Data shown:
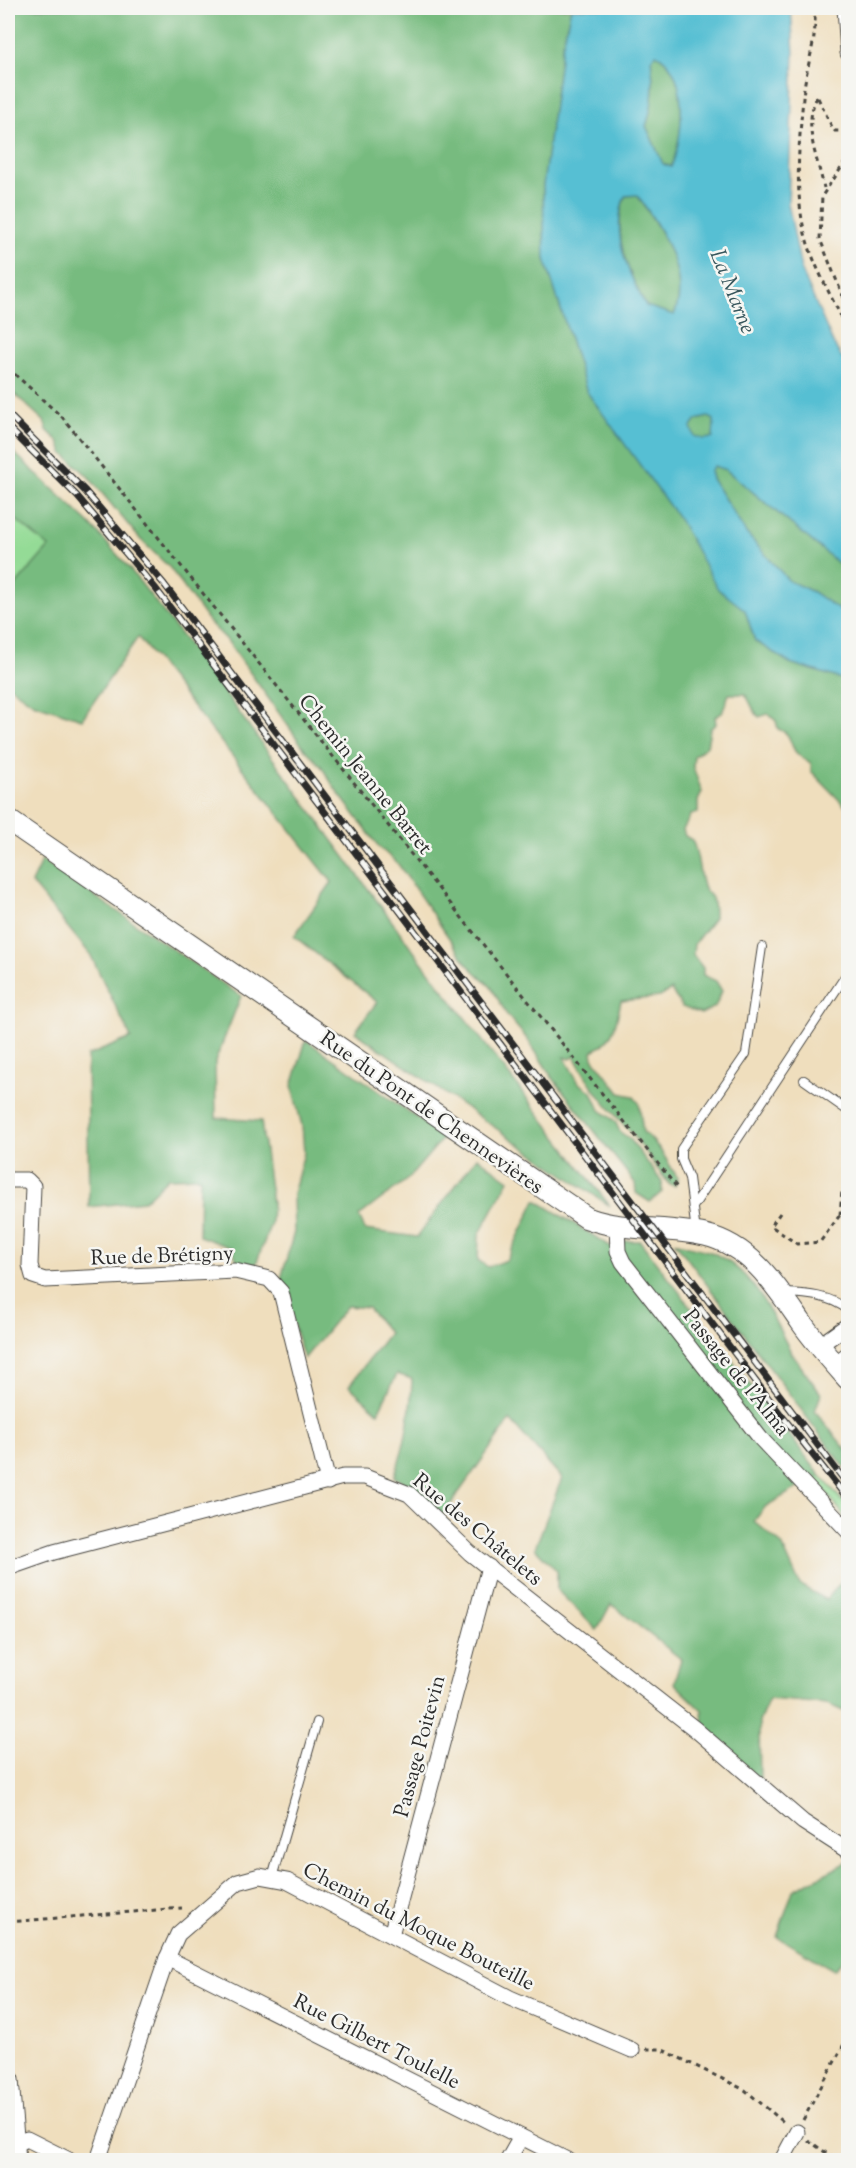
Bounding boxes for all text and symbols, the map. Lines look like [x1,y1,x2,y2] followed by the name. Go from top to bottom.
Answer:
[700,245,763,339] water label: La Marne
[290,689,439,862] street label: Chemin Jeanne Barret
[313,1025,549,1202] street label: Rue du Pont de Chennevières
[90,1239,235,1274] street label: Rue de Brétigny
[675,1303,796,1444] street label: Passage de l'Alma
[405,1467,548,1594] street label: Rue des Châtelets
[388,1672,454,1821] street label: Passage Poitevin
[297,1856,539,1999] street label: Chemin du Moque Bouteille
[287,1988,465,2098] street label: Rue Gilbert Toulelle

What this task involves: Output nothing but an exact retyping of the material, pictures excluded.

Task result:
Bounding boxes for all text and symbols, the map. Lines look like [x1,y1,x2,y2] followed by the name. Go from top to bottom.
Answer:
[700,245,763,339] water label: La Marne
[290,689,439,862] street label: Chemin Jeanne Barret
[313,1025,549,1202] street label: Rue du Pont de Chennevières
[90,1239,235,1274] street label: Rue de Brétigny
[675,1303,796,1444] street label: Passage de l'Alma
[405,1467,548,1594] street label: Rue des Châtelets
[388,1672,454,1821] street label: Passage Poitevin
[297,1856,539,1999] street label: Chemin du Moque Bouteille
[287,1988,465,2098] street label: Rue Gilbert Toulelle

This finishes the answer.